Einojuhani Rautavaara:

--String Quintet, "Unknown Heavens": 




Lately, I've also found myself returning to some remarkable violin concertos by Scandinavian composers, such as those by Magnus Lindberg, Per Nørgård, Esa-Pekka Salonen, Einojuhani Rautavaara, Allan Pettersson, and Fartein Valen (which I expect will all enter the standard repertory one day...):

--Pettersson, Violin Concerto no. 2: 




--Valen, Violin Concerto, Op. 37: 




--Rautavaara, Violin Concerto: 




--Lindberg, Violin Concerto no. 1--I've already got two recordings of this 2006 concerto that I like! (plus, Hilary Hahn has been playing it in concert):
Lisa Batiashvili: 



Pekka Kuusisto: 




--Nørgård, Violin Concerto, no. 1 "Light Night": 




--Salonen, Violin Concerto "Out of Nowhere: 




My newest discovery is the Violin Concerto no. 2 by the Swedish composer, Anders Hillborg, which the amazing violinist Lisa Batiashvili premiered in concert in 2016 (but so far there is no recording): I find it a very imaginative work, & one of Hillborg's best compositions to date:


----------



## CnC Bartok (Jun 5, 2017)

Aulis Sallinen, Veljo Tormis.


----------



## MrMeatScience (Feb 15, 2015)

A lot of Reich and Saariaho, and some Glass, Pärt, Rautavaara, Ades, Turnage, Boulez, Chin, Andrew Norman, Caroline Shaw... Not a lot of these latter composers, but each of them wrote pieces that I think are well worth hearing.


----------



## Bill Cooke (May 20, 2017)

Not very many composers I listen to are still alive. Excluding John Williams (since he's mainly film music), I guess it would be Penderecki.


----------



## calvinpv (Apr 20, 2015)

Not only do I listen to a lot of living composers, I've been increasingly listening to a lot of up-and-coming younger ones. Here are some composers under the age of 50 that I've listened to at least a few times:

Ondřej Adámek
Malin Bång
Natasha Barrett
Franck Bedrossian
Donnacha Dennehy
Francesco Filidei
Joshua Fineberg
Arturo Fuentes
Dai Fujikura
Pierre Jodlowski
Klaus Lang
Jimmy López
Bruno Mantovani
Hèctor Parra
Matthias Pintscher
Enno Poppe
Stefan Prins
Yann Robin
François Sarhan
Simon Steen-Andersen
Anna Thorvaldsdottir
Michel van der Aa
Jennifer Walshe
Jörg Widmann


----------



## starthrower (Dec 11, 2010)

calvinpv said:


> Not only do I listen to a lot of living composers, I've been increasingly listening to a lot of up-and-coming younger ones. Here are some composers under the age of 50 that I've listened to at least a few times:
> 
> Pierre Jodlowski


I bought one of his Kairos CDs from JPC for a few dollars. Very good stuff.
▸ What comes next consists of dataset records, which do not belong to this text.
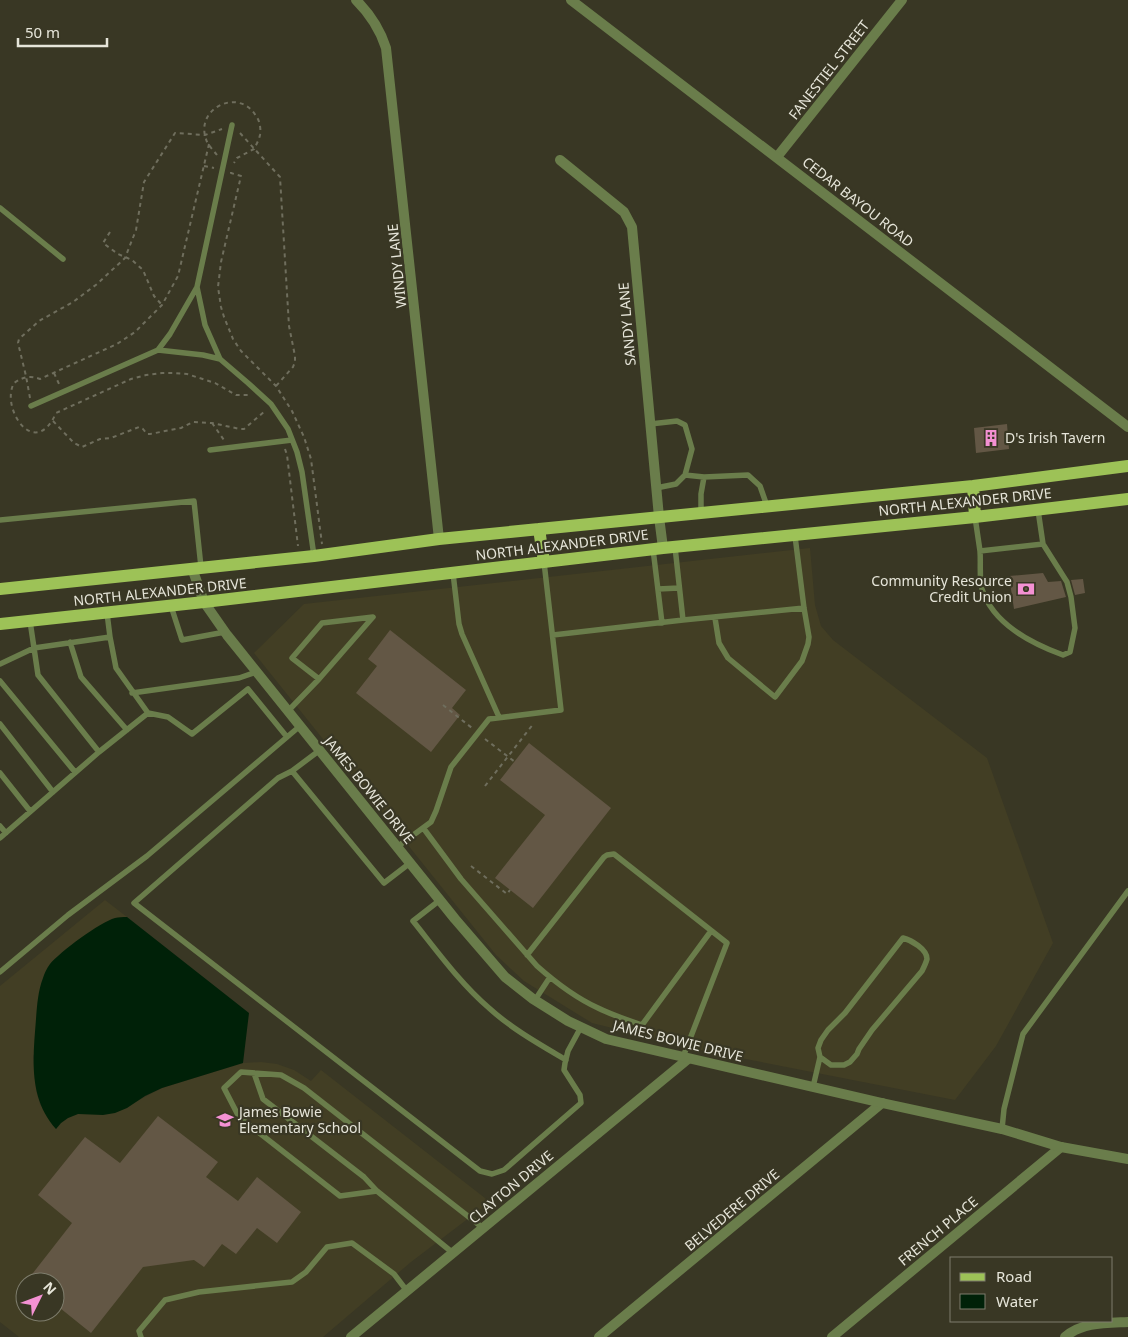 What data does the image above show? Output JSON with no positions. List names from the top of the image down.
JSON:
{
  "streets": {
    "main road": ["NORTH ALEXANDER DRIVE"],
    "street": [
      "FANESTIEL STREET",
      "CEDAR BAYOU ROAD",
      "WINDY LANE",
      "SANDY LANE",
      "JAMES BOWIE DRIVE",
      "CLAYTON DRIVE",
      "BELVEDERE DRIVE",
      "FRENCH PLACE"
    ]
  },
  "crossings": [
    ["FANESTIEL STREET", "CEDAR BAYOU ROAD"],
    ["WINDY LANE", "NORTH ALEXANDER DRIVE"],
    ["SANDY LANE", "NORTH ALEXANDER DRIVE"],
    ["NORTH ALEXANDER DRIVE", "JAMES BOWIE DRIVE"],
    ["JAMES BOWIE DRIVE", "CLAYTON DRIVE"],
    ["JAMES BOWIE DRIVE", "BELVEDERE DRIVE"],
    ["JAMES BOWIE DRIVE", "FRENCH PLACE"]
  ],
  "places": {
    "building": ["D's Irish Tavern"],
    "bank": ["Community Resource Credit Union"],
    "school or university": ["James Bowie Elementary School"]
  },
  "legend": ["Road", "Water"],
  "scale_bar": "50 m",
  "north": "top right"
}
Bold and exciting music.


----------



## violadude (May 2, 2011)

Hard to judge "latest" but Nico Muhly perhaps?


----------



## Woodduck (Mar 17, 2014)

I don't listen to anything with what I'd call frequency any more. With all but a few works years can go by between listenings. Probably the most recent thing I listen to not too infrequently (maybe a few times a year) is Prokofiev's _Cinderella_ from 1944.


----------



## Fredrikalansson (Jan 29, 2019)

Sir James MacMillan, Kalevi Aho and Per Norgard are among my most listened to living composers. Not sure which work by which composer would be the "latest". I also have a passion for the symphonies and quartets of the late Robert Simpson.


----------



## senza sordino (Oct 20, 2013)

I own a few CDs of music from living composers. I listen to Gubaidulina three or four times a year, but is this defined as frequently? I listen to Tippet, Lutoslawski and post war Shostakovich and Britten more frequently than that. I listen to the music of Avro Pärt, Vasks, and Ades once or twice a year.


----------



## maestro267 (Jul 25, 2009)

Probably Sir James MacMillan (b. 1959)

As far as compositions go, I think the most recently-composed one I have is Jack Gallagher's Symphony No. 2, completed in 2013.


----------



## Judith (Nov 11, 2015)

Been getting to know Kabalevsky Cello Concerto. no 2 recently. Beautiful dark, haunting composition but loving it


----------



## Simon Moon (Oct 10, 2013)

Much of my classical collection is made up of living composers, with very recent pieces.

Some I haven't seen listed yet:

Andrew Norman
Magnus Lindberg
Thomas Ades
Augusta Read Thomas
Nico Muhly
Erkki-Sven Tüür
Thea Musgrave
Thomas Larcher
Joseph Schwantner


----------



## Manxfeeder (Oct 19, 2010)

I've been purchasing inexpensive reissued box sets of famous conductors, so I haven't listened to much recently in the way of contemporary composers. 

There are contemporary composers I listen to just to see what's out there (Caroline Shaw, Gabriela Frank), but ones I intentionally listen to are Eric Whitacre (except the one about Godzilla), Arvo Part, Per Norgard, and Gloria Coates when I have the time.


----------



## Joe B (Aug 10, 2017)

A great many of the choral works I listen to have been written by composers in the last twenty five years. Anyone who views the "Current Listening" thread knows I listen to many of them on a regular basis. Choral music is alive and well, and contemporary choral composers are being kept active with commissions from a many different choirs.
When it comes to instrumental works, Michael Torke and Sir James MacMillan come to mind.


----------



## Nereffid (Feb 6, 2013)

Manxfeeder said:


> Eric Whitacre (except the one about Godzilla)


I've got a couple of Whitacre albums, but that comment completely baffled me. So I googled it and... ha ha! I know it wasn't your intention, but thank you, I was genuinely entertained.


----------



## Lever Du Jour (Dec 12, 2019)

Paul de Seneville, his music has great melody(marriage d'amour,Hungarian Sonata and specially Comme amour), and Arvo Pärt, whose music is very creative(Fratres, Spiegel im spiegel)


----------



## Blancrocher (Jul 6, 2013)

Gubaidulina is the youngest composer who gets really disproportionate attention, but many younger contemporaries have 1-3 albums that I return to with some frequency.


----------



## science (Oct 14, 2010)

I don't listen to any music very frequently, but relatively often but Chin's Šu and Haas's limited approximations would be up there among the most frequent.


----------



## Ras (Oct 6, 2017)

Did anyone say: Alma Deutscher ? 
She must be the youngest composer around. :tiphat:


----------



## PeterFromLA (Jul 22, 2011)

The youngest composers I listen to with frequency are Tristan Perich, Timo Andres, and Christopher Cerrone. They are 37, 35, and 35, respectively.


----------



## Zama (Dec 10, 2019)

Shostakovich for me too. He is in all my sessions since a month.


----------